More than a month has passed since hurricane Maria and Puerto Rico is still struggling to survive; almost two-thirds of the island is still without electricity, and millions are without clean drinking water; 3.5 million U.S. citizens struggle to obtain the basic essentials of life, while 55,000 have already left the island.

The hurricane struck on September 16th, devastating Puerto Rico’s infrastructure, it was regarded as the worst natural disaster in Dominica since 1979. The official death toll was recorded at 51, yet many have noted that it’s probably much higher, "These individuals that you heard on the news lied about the death toll” said rapper and activist Immortal Technique at his Viva Puerto Rico benefit concert in which all the proceeds went to hurricane relief and recovery efforts. Due to the lack of food, water, and medicine, many more died after the hurricane hit; USA today notes how the causalities was probably much closer to 450.

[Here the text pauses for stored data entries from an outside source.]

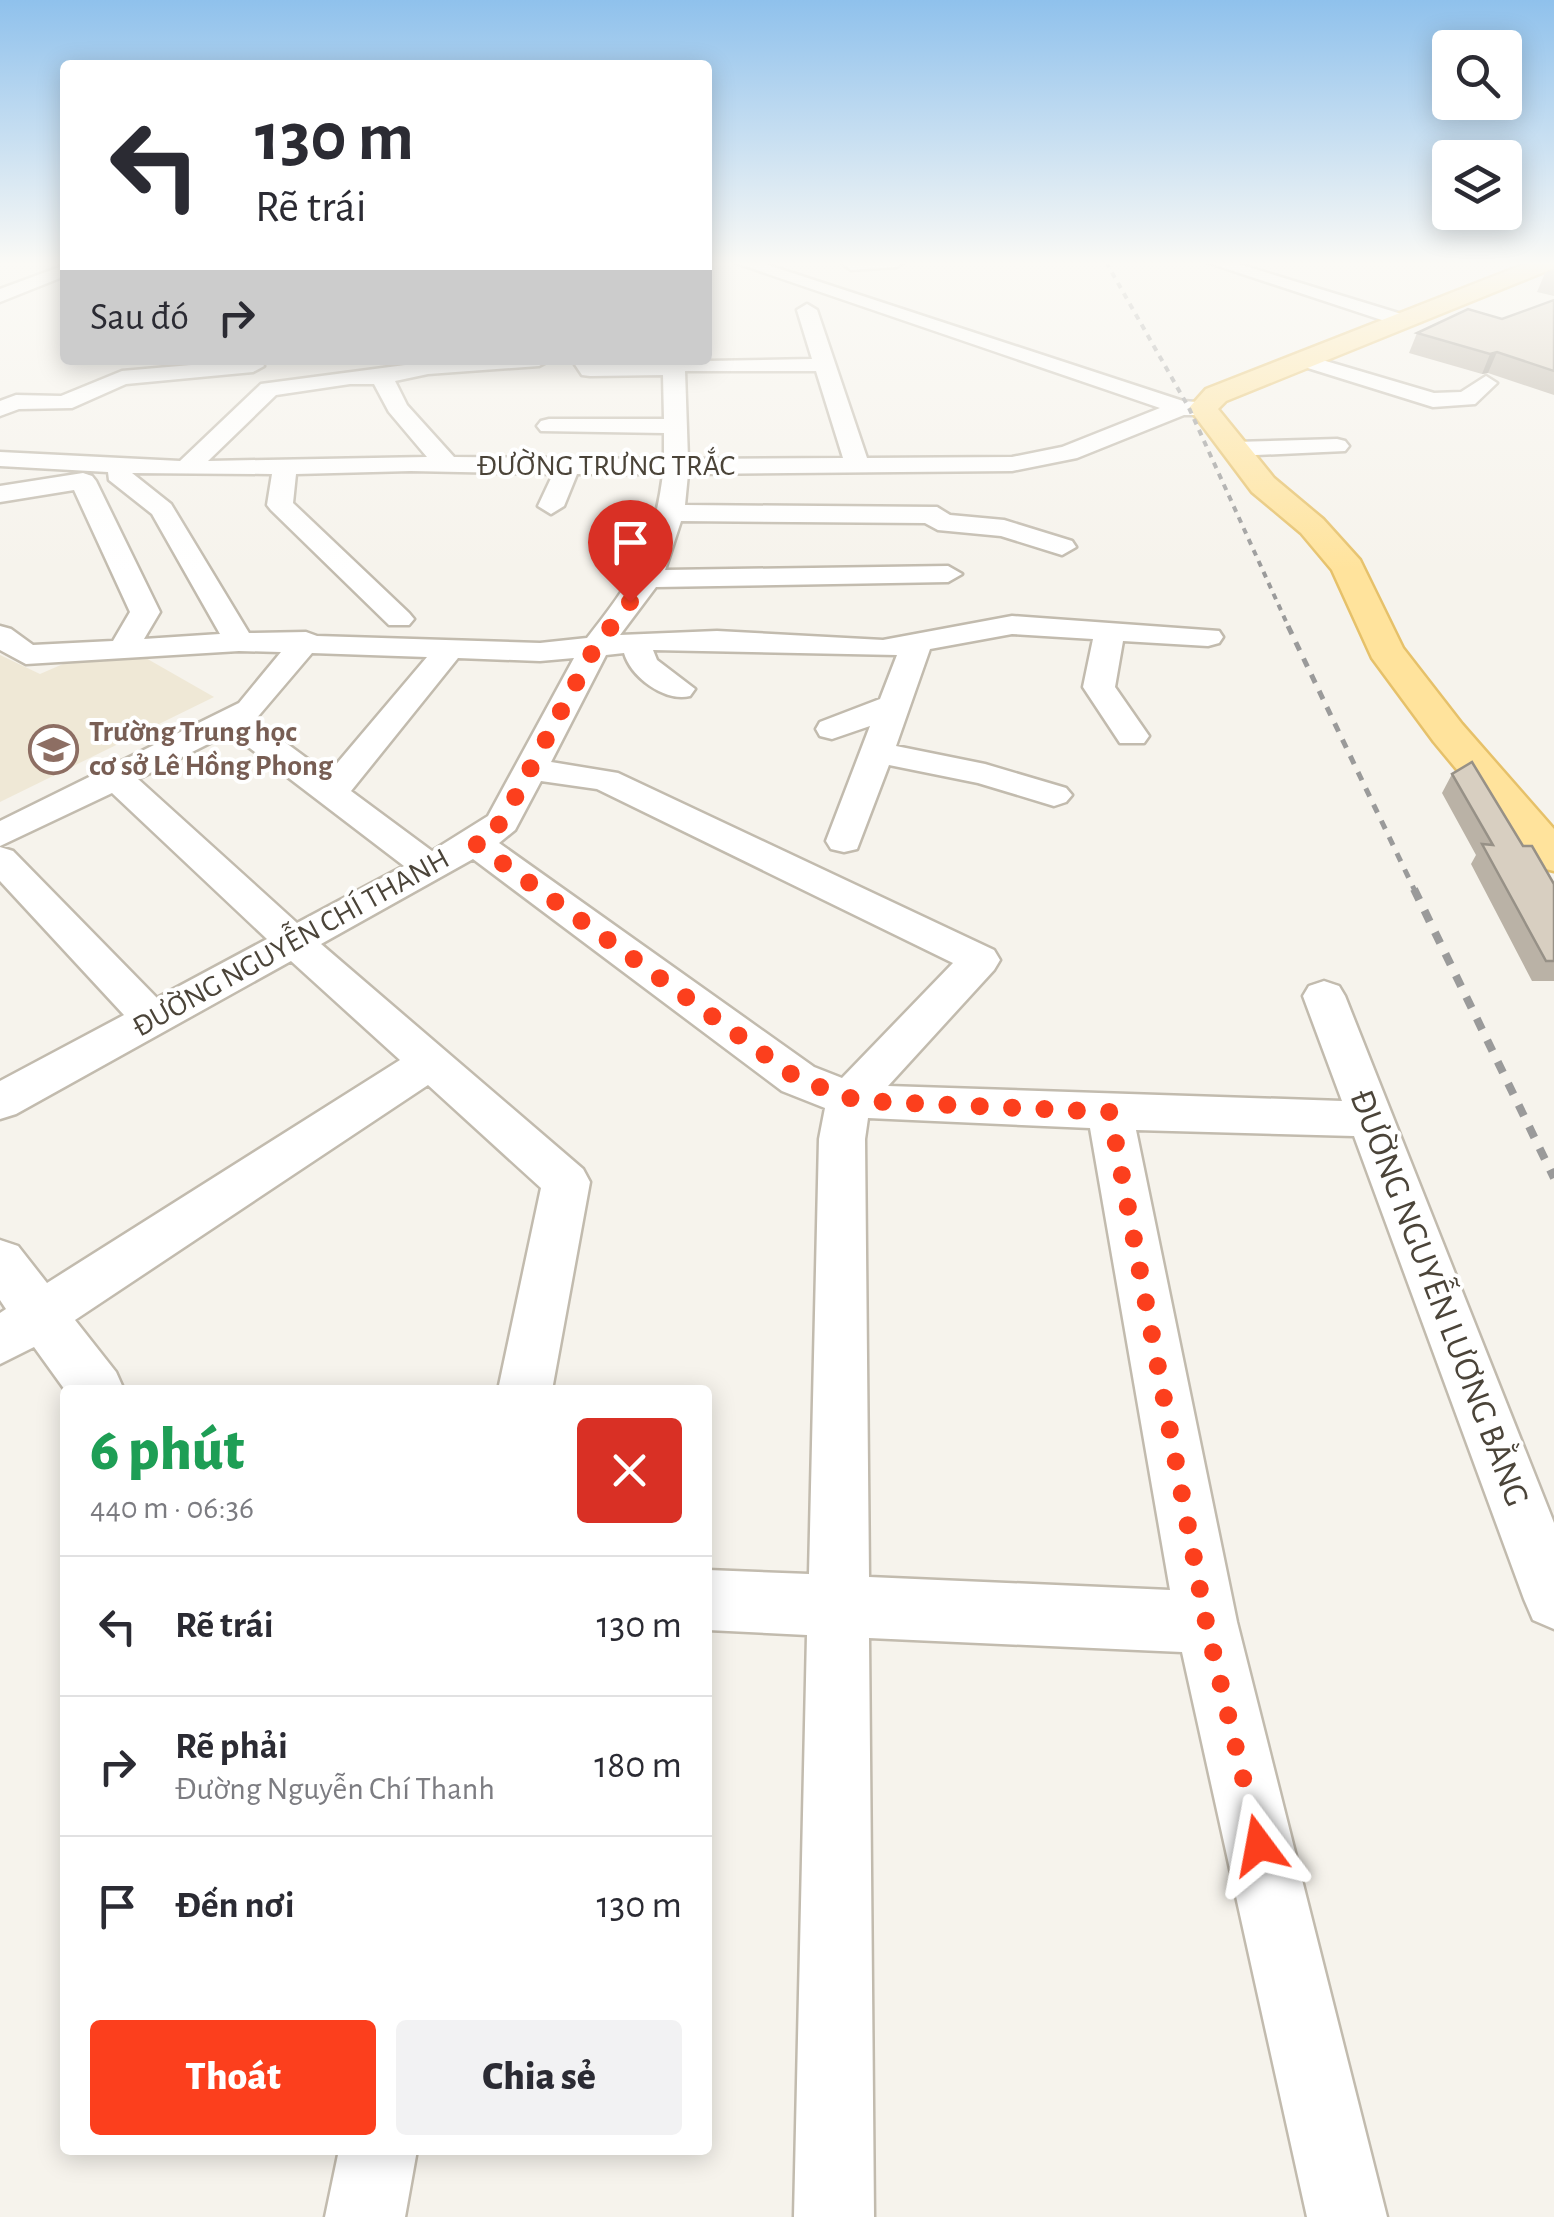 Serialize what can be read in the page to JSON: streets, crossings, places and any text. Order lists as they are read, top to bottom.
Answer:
{
  "streets": {
    "street": ["ĐƯỜNG TRƯNG TRẮC", "ĐƯỜNG NGUYỄN CHÍ THANH", "ĐƯỜNG NGUYỄN LƯƠNG BẰNG"]
  },
  "crossings": [
    ["ĐƯỜNG TRƯNG TRẮC", "ĐƯỜNG NGUYỄN CHÍ THANH"]
  ],
  "places": {
    "school or university": ["Trường Trung học cơ sở Lê Hồng Phong"]
  },
  "page": {
    "turn": ["130 m", "Rẽ trái"],
    "then": "Sau đó",
    "heading": ["6 phút", "440 m · 06:36"],
    "list": [
      {
        "name": "Rẽ trái",
        "value": "130 m"
      },
      {
        "name": "Rẽ phải",
        "note": "Đường Nguyễn Chí Thanh",
        "value": "180 m"
      },
      {
        "name": "Đến nơi",
        "value": "130 m"
      }
    ],
    "buttons": ["Thoát", "Chia sẻ"]
  }
} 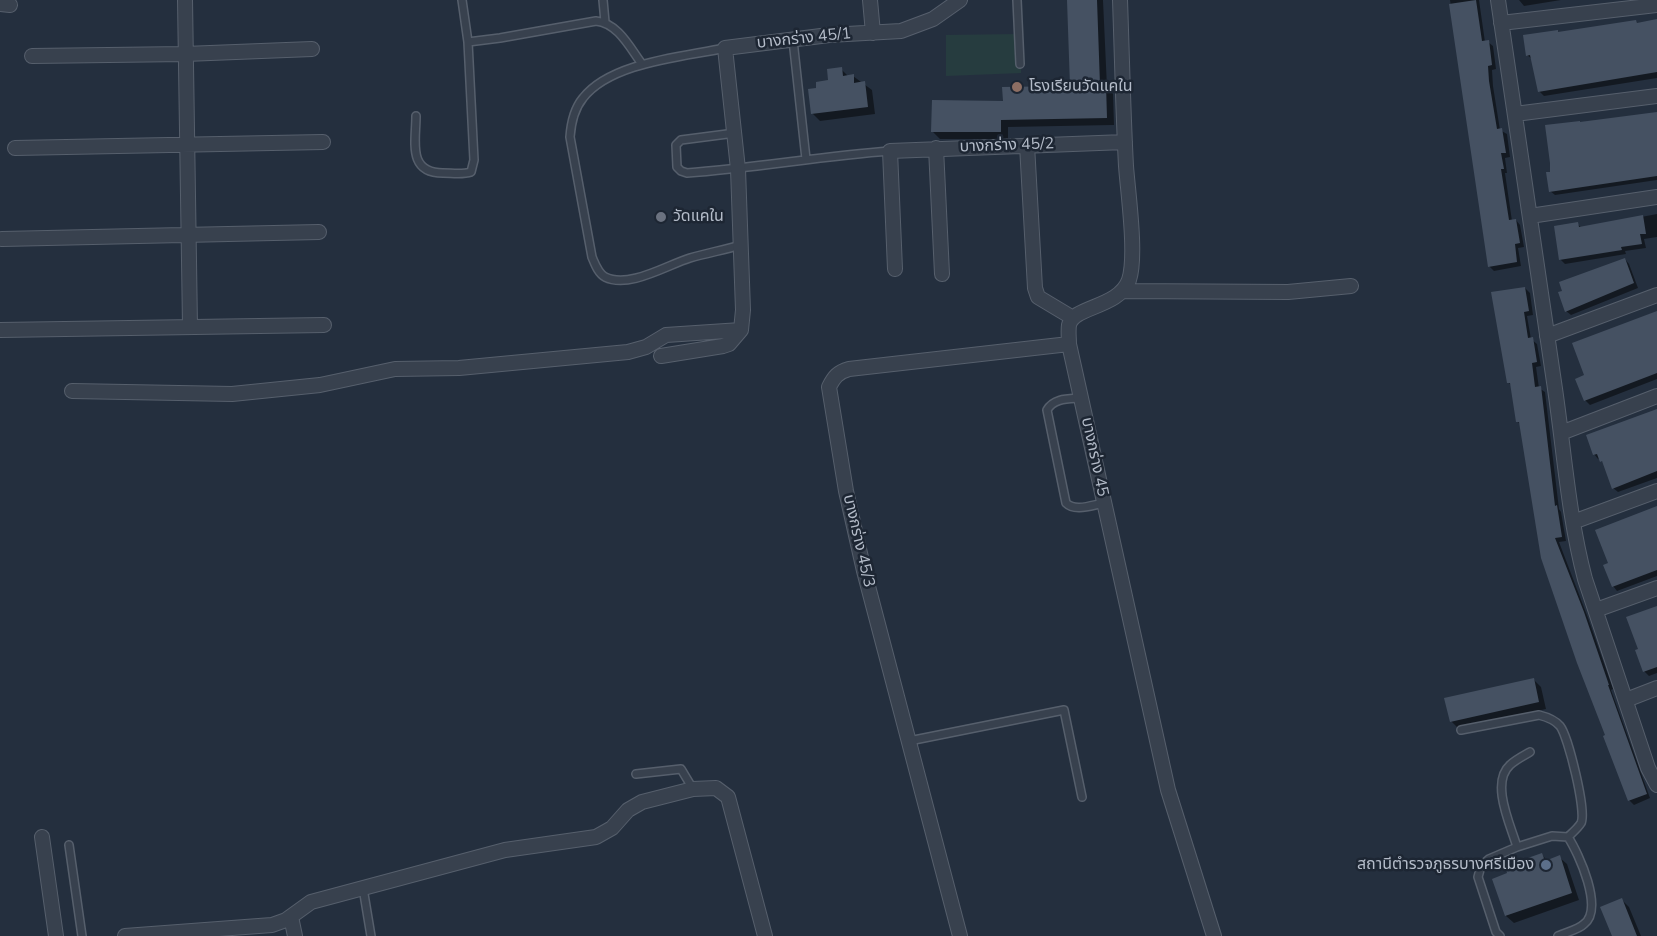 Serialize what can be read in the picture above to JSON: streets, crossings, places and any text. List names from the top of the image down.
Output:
{
  "streets": {
    "street": [
      "บางกร่าง 45/1",
      "บางกร่าง 45/2",
      "บางกร่าง 45",
      "บางกร่าง 45/3"
    ]
  },
  "crossings": [
    ["บางกร่าง 45", "บางกร่าง 45/3"]
  ],
  "places": ["โรงเรียนวัดแคใน", "วัดแคใน", "สถานีตำรวจภูธรบางศรีเมือง"]
}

One of the main issues continues to be a lack of medicine; many residents are unable to get their prescriptions. On top of that a public health crisis is imminent from damage done to the water system, reports of eye infections and gastrointestinal diseases from exposure to contaminated water have become a frequent occurrence.

All in all, the hurricane is taking a great toll on Puerto Rico’s economy, halting their way of life, many rural areas depended on agriculture as their main source of income, and much of it has been destroyed, while children are still unable to go to school.

Instead of giving Puerto Rico a grant, the U.S. government decided to put them in deeper debt by loaning them 5 million dollars, on top of their 72 billion debt owed to bondholders. Moreover, the Jones Act, a law from the 1920’s, creates shipping restrictions, making it harder for gasoline, medicine and other supplies to get to Puerto Rico, yet a group of American companies that dominate U.S.-Puerto Rico shipping routes have lobbied extensively to keep the law in place.

The fact is the Jones Act has always been a burden on Puerto Rico’s economy, due to all the extra fees, the same car will cost $6,000 more in San Juan than in Miami. However, only a few have spoken up about it’s negative effects, among them are Senators Jeff Flake of Arizona and Mike Lee of Utah who are calling for its removal.

An investigation done by Puerto Rico’s Center For Investigative Journalism states, “the permanent disaster of Maria has been largely due to the slow and inefficient deployment of the emergency response due to a fatal combination between the lack of liquidity of the government of Puerto Rico and its municipalities and the federal governments inaction.”

Despite a lack of assistance from the government, the people have managed to organically rise up and take action themselves, several organizations on the ground have been working hard to form emergency response teams and to get as much aid directly to the island. Organizations like Americares, Connect Relief, and Caras de la Americas have stepped up and provided immense relief.